The data below:

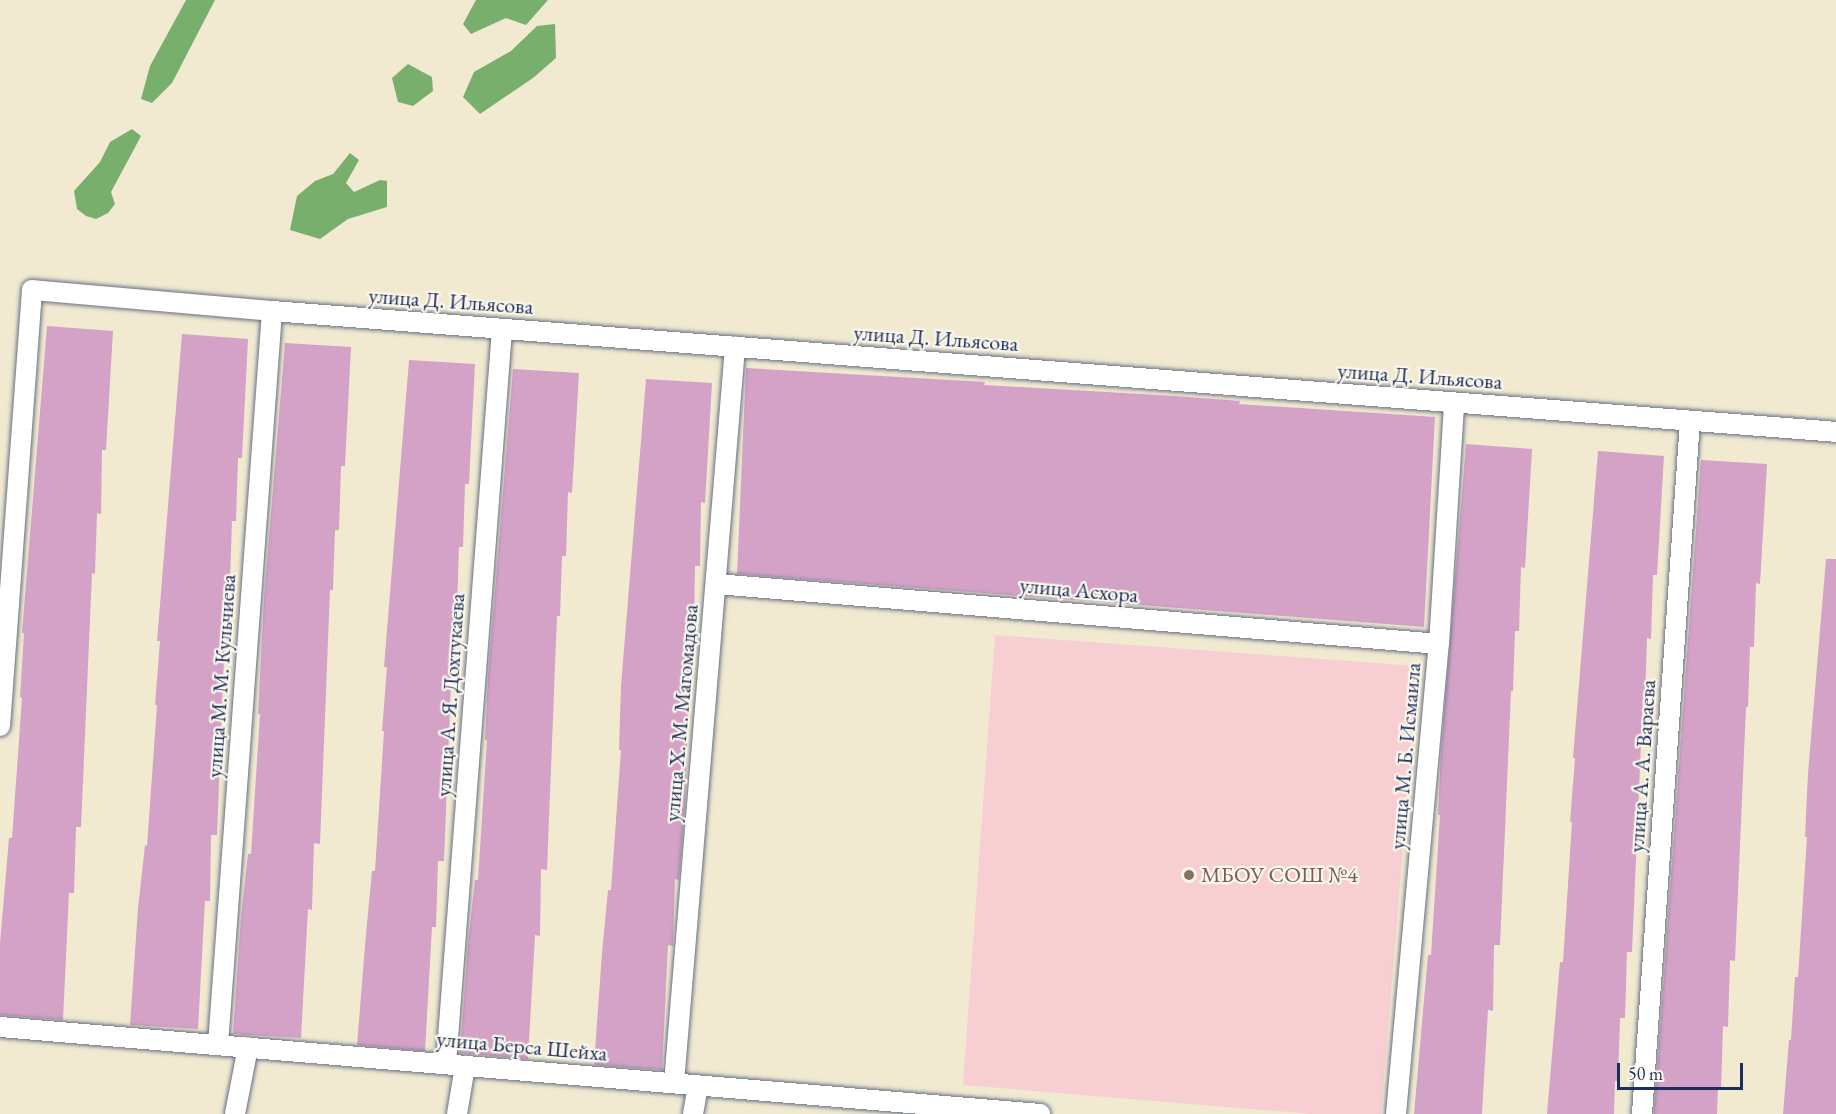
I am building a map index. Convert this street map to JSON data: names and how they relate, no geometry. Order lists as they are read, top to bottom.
{
  "streets": {
    "street": [
      "улица Д. Ильясова",
      "улица Асхора",
      "улица М. М. Кульчиева",
      "улица А. Я. Дохтукаева",
      "улица Х. М. Магомадова",
      "улица М. Б. Исмаила",
      "улица А. А. Вараева",
      "улица Берса Шейха"
    ]
  },
  "crossings": [
    ["улица Д. Ильясова", "улица М. М. Кульчиева"],
    ["улица Д. Ильясова", "улица А. Я. Дохтукаева"],
    ["улица Д. Ильясова", "улица Х. М. Магомадова"],
    ["улица Д. Ильясова", "улица М. Б. Исмаила"],
    ["улица Д. Ильясова", "улица А. А. Вараева"],
    ["улица Асхора", "улица Х. М. Магомадова"],
    ["улица Асхора", "улица М. Б. Исмаила"],
    ["улица М. М. Кульчиева", "улица Берса Шейха"],
    ["улица А. Я. Дохтукаева", "улица Берса Шейха"],
    ["улица Х. М. Магомадова", "улица Берса Шейха"]
  ],
  "places": ["МБОУ СОШ №4"],
  "scale_bar": "50 m"
}
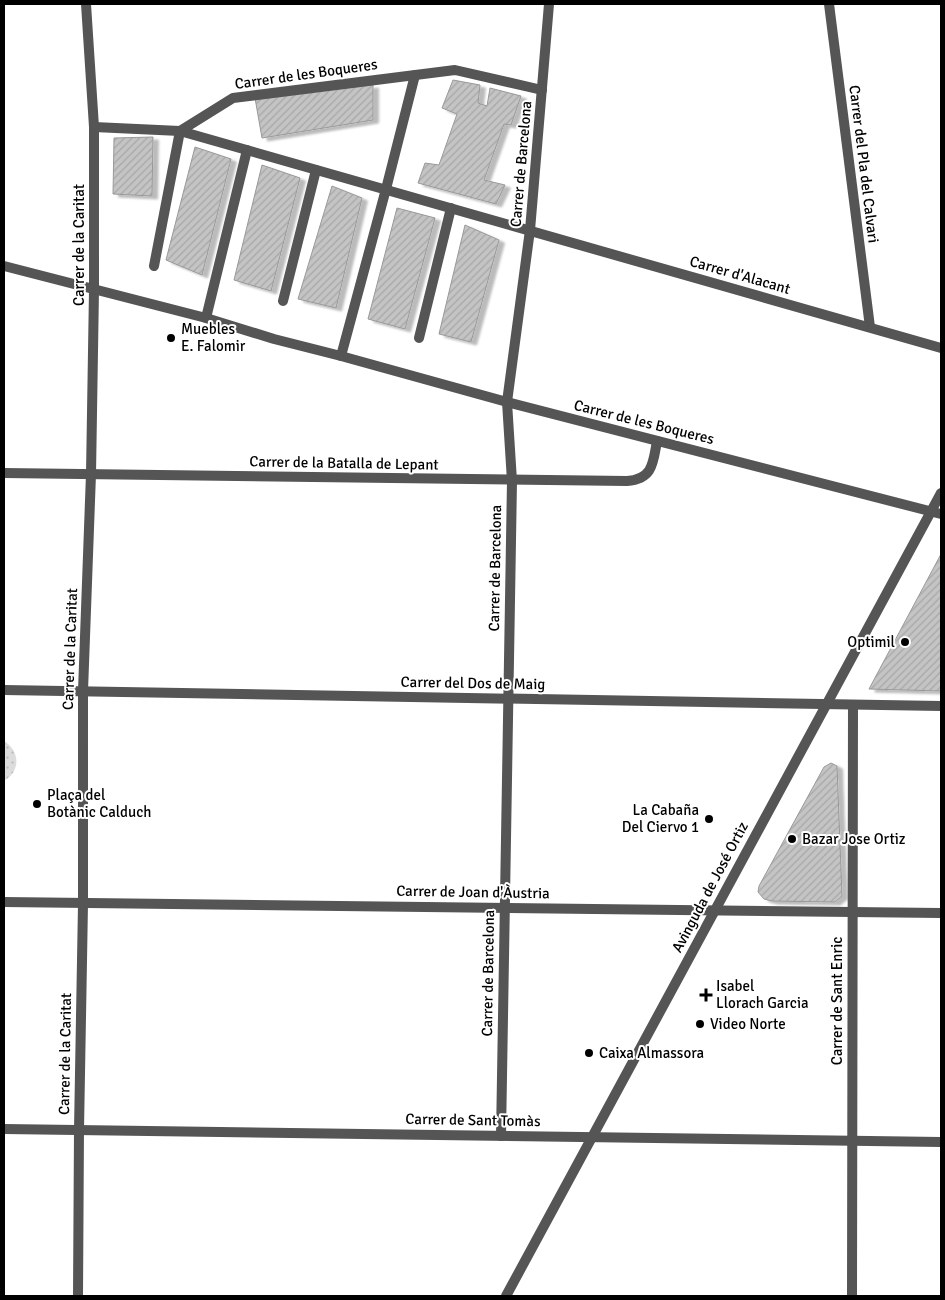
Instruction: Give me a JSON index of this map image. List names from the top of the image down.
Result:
{
  "streets": {
    "street": [
      "Carrer de les Boqueres",
      "Carrer de Barcelona",
      "Carrer del Pla del Calvari",
      "Carrer de la Caritat",
      "Carrer d'Alacant",
      "Carrer de la Batalla de Lepant",
      "Carrer del Dos de Maig",
      "Avinguda de José Ortiz",
      "Carrer de Joan d'Àustria",
      "Carrer de Sant Enric",
      "Carrer de Sant Tomàs"
    ]
  },
  "crossings": [
    ["Carrer de les Boqueres", "Carrer de Barcelona"],
    ["Carrer de les Boqueres", "Carrer de la Caritat"],
    ["Carrer de les Boqueres", "Carrer de la Batalla de Lepant"],
    ["Carrer de les Boqueres", "Avinguda de José Ortiz"],
    ["Carrer de Barcelona", "Carrer d'Alacant"],
    ["Carrer de Barcelona", "Carrer de la Batalla de Lepant"],
    ["Carrer de Barcelona", "Carrer del Dos de Maig"],
    ["Carrer de Barcelona", "Carrer de Joan d'Àustria"],
    ["Carrer de Barcelona", "Carrer de Sant Tomàs"],
    ["Carrer del Pla del Calvari", "Carrer d'Alacant"],
    ["Carrer de la Caritat", "Carrer de la Batalla de Lepant"],
    ["Carrer de la Caritat", "Carrer del Dos de Maig"],
    ["Carrer de la Caritat", "Carrer de Joan d'Àustria"],
    ["Carrer de la Caritat", "Carrer de Sant Tomàs"],
    ["Carrer del Dos de Maig", "Avinguda de José Ortiz"],
    ["Carrer del Dos de Maig", "Carrer de Sant Enric"],
    ["Avinguda de José Ortiz", "Carrer de Joan d'Àustria"],
    ["Avinguda de José Ortiz", "Carrer de Sant Tomàs"],
    ["Carrer de Joan d'Àustria", "Carrer de Sant Enric"],
    ["Carrer de Sant Enric", "Carrer de Sant Tomàs"]
  ],
  "places": {
    "other": [
      "Muebles E. Falomir",
      "Optimil",
      "Plaça del Botànic Calduch",
      "La Cabaña Del Ciervo 1",
      "Bazar Jose Ortiz",
      "Video Norte",
      "Caixa Almassora"
    ],
    "health": ["Isabel Llorach Garcia"]
  }
}
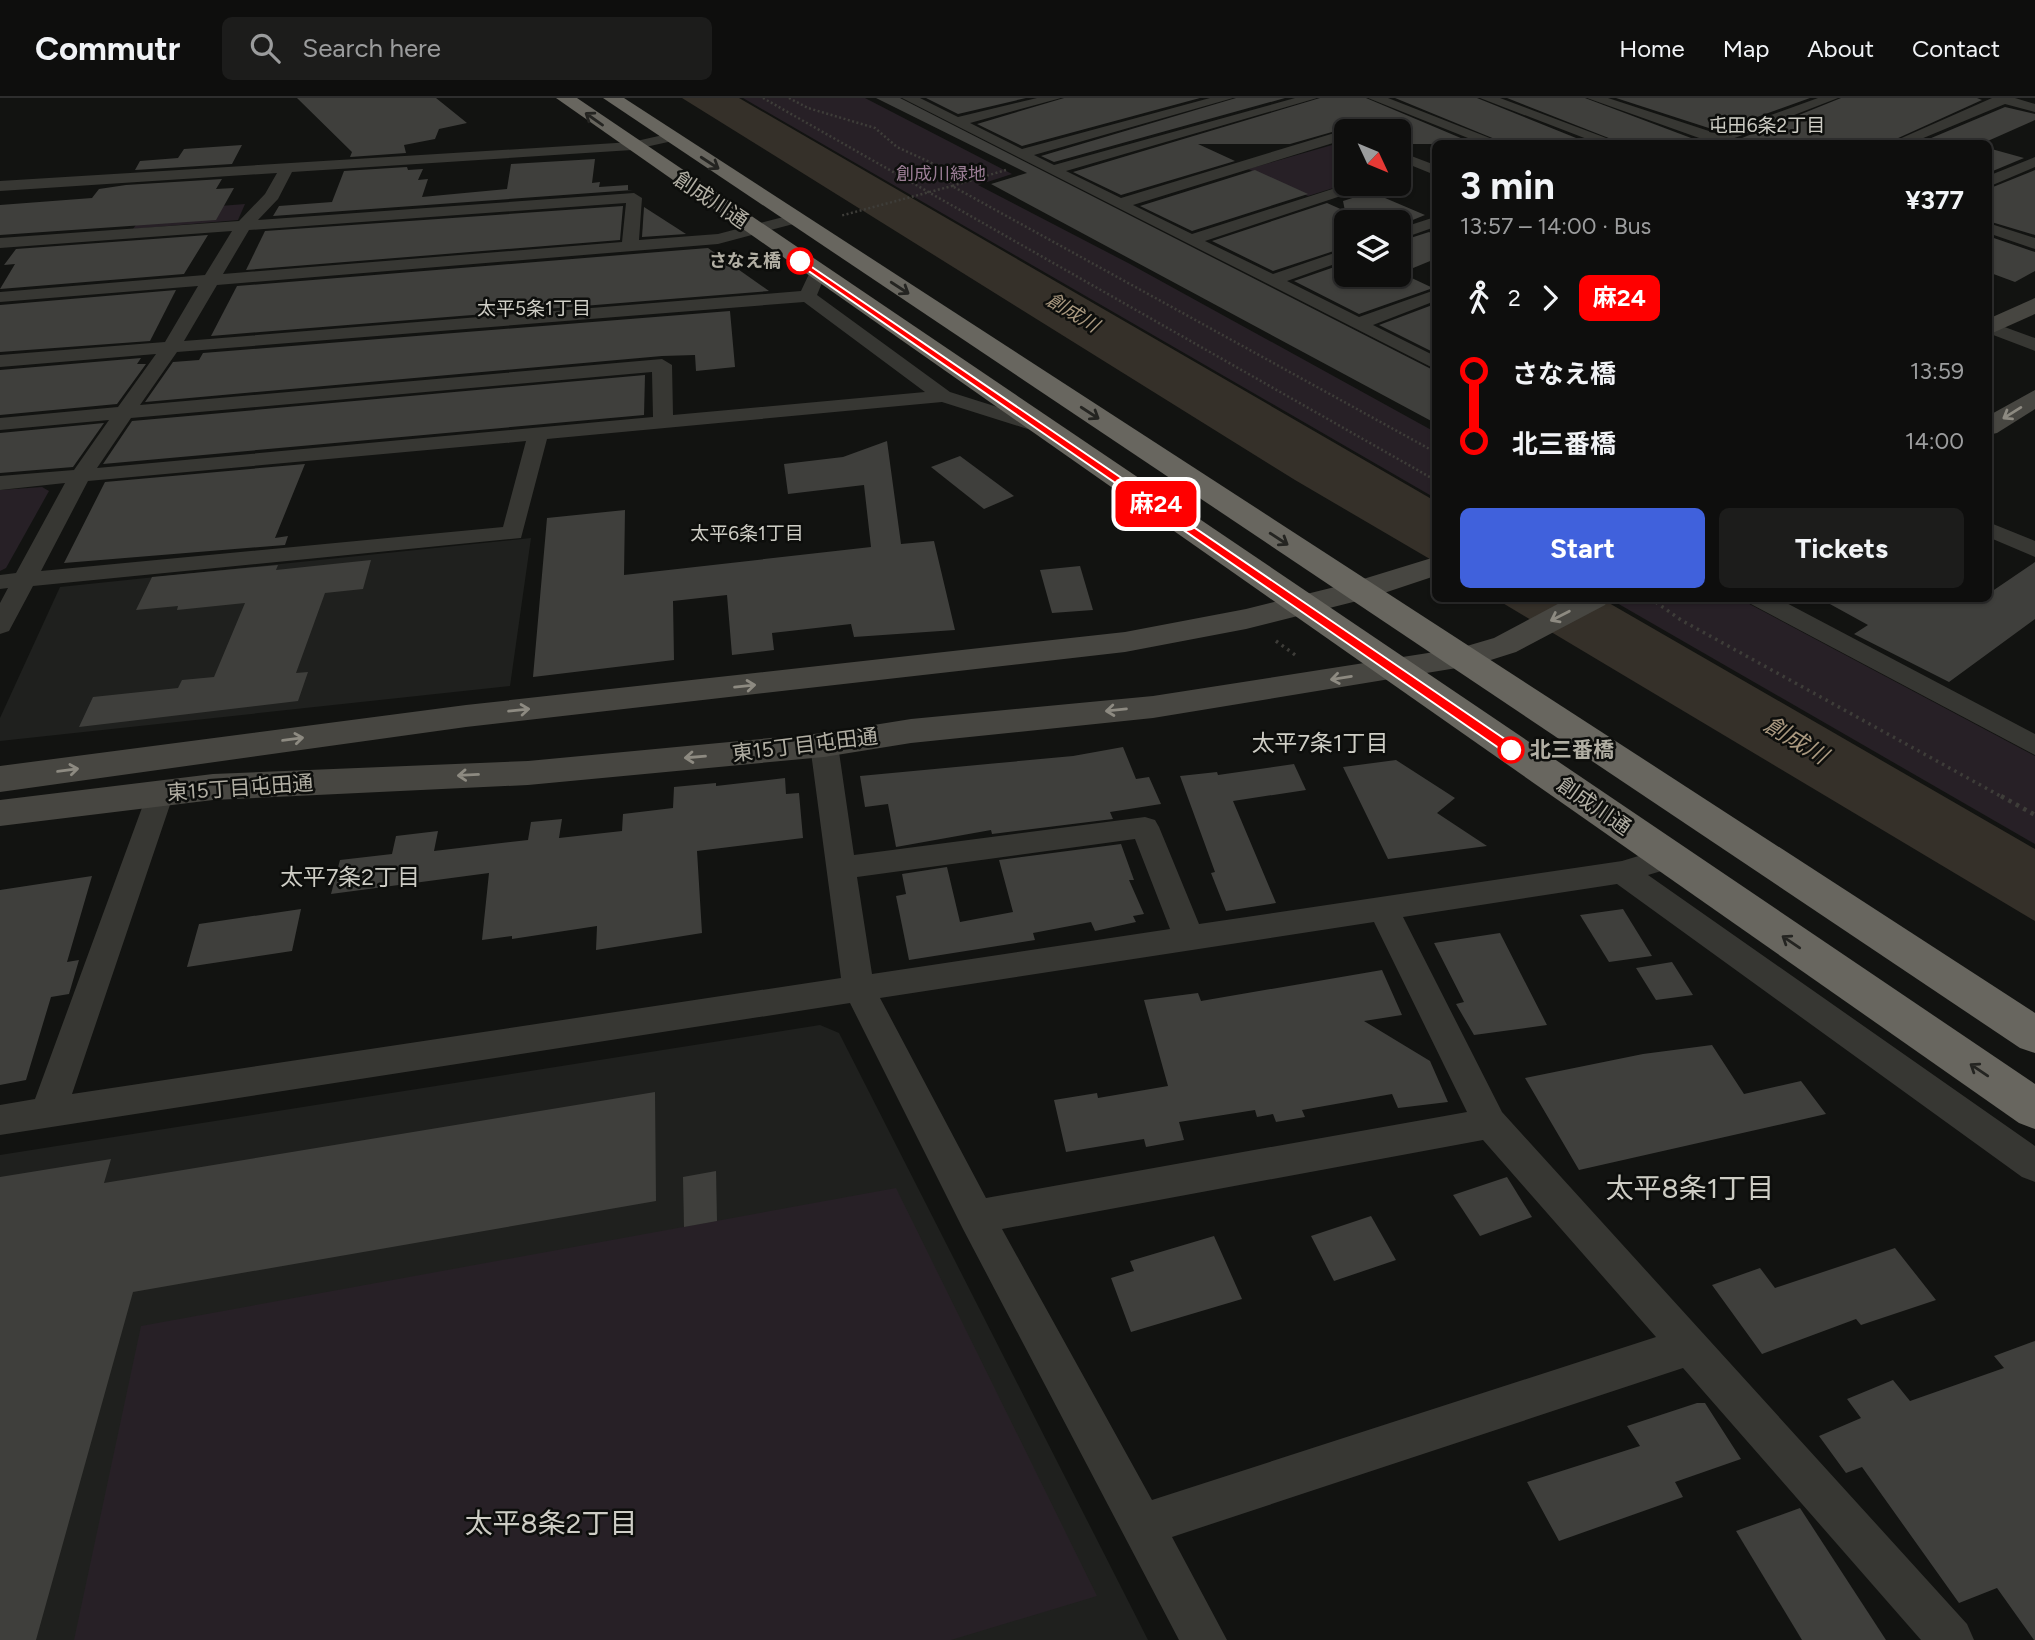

End of The data.

*Task brief*. Give the data above again in full and unchanged, skipping the pictures.

*Solution to the problem*.
I am building a map index. Convert this street map to JSON data: names and how they relate, no geometry. Order lists as they are read, top to bottom.
{
  "streets": {
    "street": [
      "улица Д. Ильясова",
      "улица Асхора",
      "улица М. М. Кульчиева",
      "улица А. Я. Дохтукаева",
      "улица Х. М. Магомадова",
      "улица М. Б. Исмаила",
      "улица А. А. Вараева",
      "улица Берса Шейха"
    ]
  },
  "crossings": [
    ["улица Д. Ильясова", "улица М. М. Кульчиева"],
    ["улица Д. Ильясова", "улица А. Я. Дохтукаева"],
    ["улица Д. Ильясова", "улица Х. М. Магомадова"],
    ["улица Д. Ильясова", "улица М. Б. Исмаила"],
    ["улица Д. Ильясова", "улица А. А. Вараева"],
    ["улица Асхора", "улица Х. М. Магомадова"],
    ["улица Асхора", "улица М. Б. Исмаила"],
    ["улица М. М. Кульчиева", "улица Берса Шейха"],
    ["улица А. Я. Дохтукаева", "улица Берса Шейха"],
    ["улица Х. М. Магомадова", "улица Берса Шейха"]
  ],
  "places": ["МБОУ СОШ №4"],
  "scale_bar": "50 m"
}
Instruction: Give me a JSON index of this map image. List names from the top of the image down.
Result:
{
  "streets": {
    "street": [
      "Carrer de les Boqueres",
      "Carrer de Barcelona",
      "Carrer del Pla del Calvari",
      "Carrer de la Caritat",
      "Carrer d'Alacant",
      "Carrer de la Batalla de Lepant",
      "Carrer del Dos de Maig",
      "Avinguda de José Ortiz",
      "Carrer de Joan d'Àustria",
      "Carrer de Sant Enric",
      "Carrer de Sant Tomàs"
    ]
  },
  "crossings": [
    ["Carrer de les Boqueres", "Carrer de Barcelona"],
    ["Carrer de les Boqueres", "Carrer de la Caritat"],
    ["Carrer de les Boqueres", "Carrer de la Batalla de Lepant"],
    ["Carrer de les Boqueres", "Avinguda de José Ortiz"],
    ["Carrer de Barcelona", "Carrer d'Alacant"],
    ["Carrer de Barcelona", "Carrer de la Batalla de Lepant"],
    ["Carrer de Barcelona", "Carrer del Dos de Maig"],
    ["Carrer de Barcelona", "Carrer de Joan d'Àustria"],
    ["Carrer de Barcelona", "Carrer de Sant Tomàs"],
    ["Carrer del Pla del Calvari", "Carrer d'Alacant"],
    ["Carrer de la Caritat", "Carrer de la Batalla de Lepant"],
    ["Carrer de la Caritat", "Carrer del Dos de Maig"],
    ["Carrer de la Caritat", "Carrer de Joan d'Àustria"],
    ["Carrer de la Caritat", "Carrer de Sant Tomàs"],
    ["Carrer del Dos de Maig", "Avinguda de José Ortiz"],
    ["Carrer del Dos de Maig", "Carrer de Sant Enric"],
    ["Avinguda de José Ortiz", "Carrer de Joan d'Àustria"],
    ["Avinguda de José Ortiz", "Carrer de Sant Tomàs"],
    ["Carrer de Joan d'Àustria", "Carrer de Sant Enric"],
    ["Carrer de Sant Enric", "Carrer de Sant Tomàs"]
  ],
  "places": {
    "other": [
      "Muebles E. Falomir",
      "Optimil",
      "Plaça del Botànic Calduch",
      "La Cabaña Del Ciervo 1",
      "Bazar Jose Ortiz",
      "Video Norte",
      "Caixa Almassora"
    ],
    "health": ["Isabel Llorach Garcia"]
  }
}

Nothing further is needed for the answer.